スタートから「RE-SET」のリアレンジver.、「朧」「世界はみんな僕の敵」「空想ヒーロー」とハードで男前の楽曲を会場に叩き込む。ステージに据えられた巨大なLEDに映し出される意匠の凝らされた映像が、パフォーマンスをさらに拡張し、赤坂BLITZをメトロノームの世界に変える。のっけからフルスロットルのTALBO-2(ベース)のリウのベースサウンドは、本人の激しい動きと同様に低く高くうねる。TALBO-1(ギター)のフクスケの指板に向けるクールな視線と、会場に向けるいたずらっぽい笑顔のギャップにファンは狂喜乱舞だ。MCで開演の遅れを謝るシャラクだったが、それを一瞬にして吹き飛ばす灼熱のライヴで会場は笑顔に溢れている。

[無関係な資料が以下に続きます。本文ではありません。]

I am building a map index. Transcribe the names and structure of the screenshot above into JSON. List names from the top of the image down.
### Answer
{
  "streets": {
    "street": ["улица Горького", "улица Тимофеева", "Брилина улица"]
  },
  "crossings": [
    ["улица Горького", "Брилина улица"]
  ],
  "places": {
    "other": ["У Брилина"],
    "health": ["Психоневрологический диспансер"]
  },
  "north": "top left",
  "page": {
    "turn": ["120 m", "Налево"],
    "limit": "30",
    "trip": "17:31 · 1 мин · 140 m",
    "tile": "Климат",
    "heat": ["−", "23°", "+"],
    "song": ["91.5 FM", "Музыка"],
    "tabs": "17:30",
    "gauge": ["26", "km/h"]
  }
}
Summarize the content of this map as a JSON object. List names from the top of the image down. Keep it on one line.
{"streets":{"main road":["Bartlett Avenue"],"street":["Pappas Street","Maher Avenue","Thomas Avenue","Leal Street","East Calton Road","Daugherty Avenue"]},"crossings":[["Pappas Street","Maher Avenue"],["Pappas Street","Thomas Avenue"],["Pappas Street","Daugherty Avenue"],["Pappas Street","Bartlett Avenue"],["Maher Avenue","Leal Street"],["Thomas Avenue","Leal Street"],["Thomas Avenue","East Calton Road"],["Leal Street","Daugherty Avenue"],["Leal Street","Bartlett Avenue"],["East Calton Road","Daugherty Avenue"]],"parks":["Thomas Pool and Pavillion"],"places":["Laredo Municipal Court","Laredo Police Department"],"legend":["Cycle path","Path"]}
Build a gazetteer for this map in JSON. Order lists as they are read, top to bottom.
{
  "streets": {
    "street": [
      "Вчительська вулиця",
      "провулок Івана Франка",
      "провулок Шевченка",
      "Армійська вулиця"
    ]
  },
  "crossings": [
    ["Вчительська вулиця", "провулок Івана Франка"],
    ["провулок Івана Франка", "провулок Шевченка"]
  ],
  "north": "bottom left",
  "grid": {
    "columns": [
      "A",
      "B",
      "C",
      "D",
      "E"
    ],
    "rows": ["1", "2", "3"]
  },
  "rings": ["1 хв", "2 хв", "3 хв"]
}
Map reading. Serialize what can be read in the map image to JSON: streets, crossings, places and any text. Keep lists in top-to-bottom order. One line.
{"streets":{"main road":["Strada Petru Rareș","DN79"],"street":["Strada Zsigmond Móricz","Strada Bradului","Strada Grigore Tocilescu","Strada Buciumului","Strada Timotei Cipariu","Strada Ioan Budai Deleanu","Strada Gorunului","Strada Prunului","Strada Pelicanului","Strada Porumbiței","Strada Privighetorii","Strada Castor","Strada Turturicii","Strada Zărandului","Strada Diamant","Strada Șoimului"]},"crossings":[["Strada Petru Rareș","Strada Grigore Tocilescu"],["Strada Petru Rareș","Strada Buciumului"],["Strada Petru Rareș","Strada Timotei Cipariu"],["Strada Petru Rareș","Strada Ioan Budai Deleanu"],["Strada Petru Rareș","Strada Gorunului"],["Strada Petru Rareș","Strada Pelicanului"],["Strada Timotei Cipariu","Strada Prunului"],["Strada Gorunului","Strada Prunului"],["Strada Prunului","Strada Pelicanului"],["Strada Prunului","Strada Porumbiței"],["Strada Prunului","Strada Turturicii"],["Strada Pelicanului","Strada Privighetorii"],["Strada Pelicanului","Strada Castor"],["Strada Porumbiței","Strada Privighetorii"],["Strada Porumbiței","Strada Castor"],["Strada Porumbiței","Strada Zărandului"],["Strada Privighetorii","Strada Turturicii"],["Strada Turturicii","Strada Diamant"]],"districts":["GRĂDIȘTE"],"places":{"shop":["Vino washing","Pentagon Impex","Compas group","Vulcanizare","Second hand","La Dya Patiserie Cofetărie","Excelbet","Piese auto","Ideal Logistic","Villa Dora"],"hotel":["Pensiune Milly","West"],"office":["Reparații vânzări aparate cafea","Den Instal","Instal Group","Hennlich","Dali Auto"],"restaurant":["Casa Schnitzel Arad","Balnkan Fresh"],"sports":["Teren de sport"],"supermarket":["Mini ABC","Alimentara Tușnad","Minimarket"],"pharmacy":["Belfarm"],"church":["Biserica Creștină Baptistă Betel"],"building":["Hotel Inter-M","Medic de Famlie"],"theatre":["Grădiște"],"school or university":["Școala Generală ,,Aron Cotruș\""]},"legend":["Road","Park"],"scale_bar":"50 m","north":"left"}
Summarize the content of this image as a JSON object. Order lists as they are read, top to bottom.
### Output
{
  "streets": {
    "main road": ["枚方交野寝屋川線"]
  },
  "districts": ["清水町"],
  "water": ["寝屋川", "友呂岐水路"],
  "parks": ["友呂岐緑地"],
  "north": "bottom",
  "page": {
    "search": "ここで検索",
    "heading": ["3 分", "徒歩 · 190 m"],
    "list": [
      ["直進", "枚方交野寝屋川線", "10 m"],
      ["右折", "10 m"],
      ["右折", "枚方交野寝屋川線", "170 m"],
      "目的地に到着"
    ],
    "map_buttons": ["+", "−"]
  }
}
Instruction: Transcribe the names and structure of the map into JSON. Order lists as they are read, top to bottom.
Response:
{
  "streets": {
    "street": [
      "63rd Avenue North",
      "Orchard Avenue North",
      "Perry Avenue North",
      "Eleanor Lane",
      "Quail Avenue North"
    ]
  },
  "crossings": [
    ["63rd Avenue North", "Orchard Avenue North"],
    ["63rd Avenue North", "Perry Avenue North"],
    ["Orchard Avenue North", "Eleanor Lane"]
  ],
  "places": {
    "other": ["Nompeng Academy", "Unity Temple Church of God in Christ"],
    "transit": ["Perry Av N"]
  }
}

続けてのゾーンはファンタジックかつダークさも内包した「魔法」「薔薇と紅蓮」「ぞんび君」と続く。「薔薇と紅蓮」は悲痛さが滲むサウンドと歌詞、シャラクの魂から叫ぶような歌声が心に突き刺さる。水を打ったように聴き入るファンの目はまさにステージに釘づけ。粒子の細かいミラーボールの光が場内をくるくると舞い、とてつもなく美麗だ。しかしその後間髪入れずに繰り出される「ぞんび君」のイントロでいやがおうでも縦ノリさせられる。
爽やかさとハードさがカオスのテクノSEから続いて披露されたのは「式神ループ」。この曲はまだリウがメトロノームに加入する前の2000年に、まさかの“MD”で無料配布された楽曲。19周年を迎えて新たにアレンジし直された曲は結成当初からのファンは悲鳴にも似た歓声をあげ、曲を知らないファンは独特の怪しい響きのテクノサウンドを純粋に新曲のように楽しんだ。一気にタイムスリップして2017年へ。最新アルバム『CONTINUE』に収録されている「惨敗生活」「ボク募集中」を続けて披露。ハードロックとも言えるゴリゴリ曲の「惨敗生活」はフクスケとリウのコーラスも重く男らしい。ぐるっと変わってキッチュな遺言書「ボク募集中」はシャラク・ワールド全開のおもちゃのような声色に乗って、すでにファンにも染み着いたコミカルなフリで客席が揺れる。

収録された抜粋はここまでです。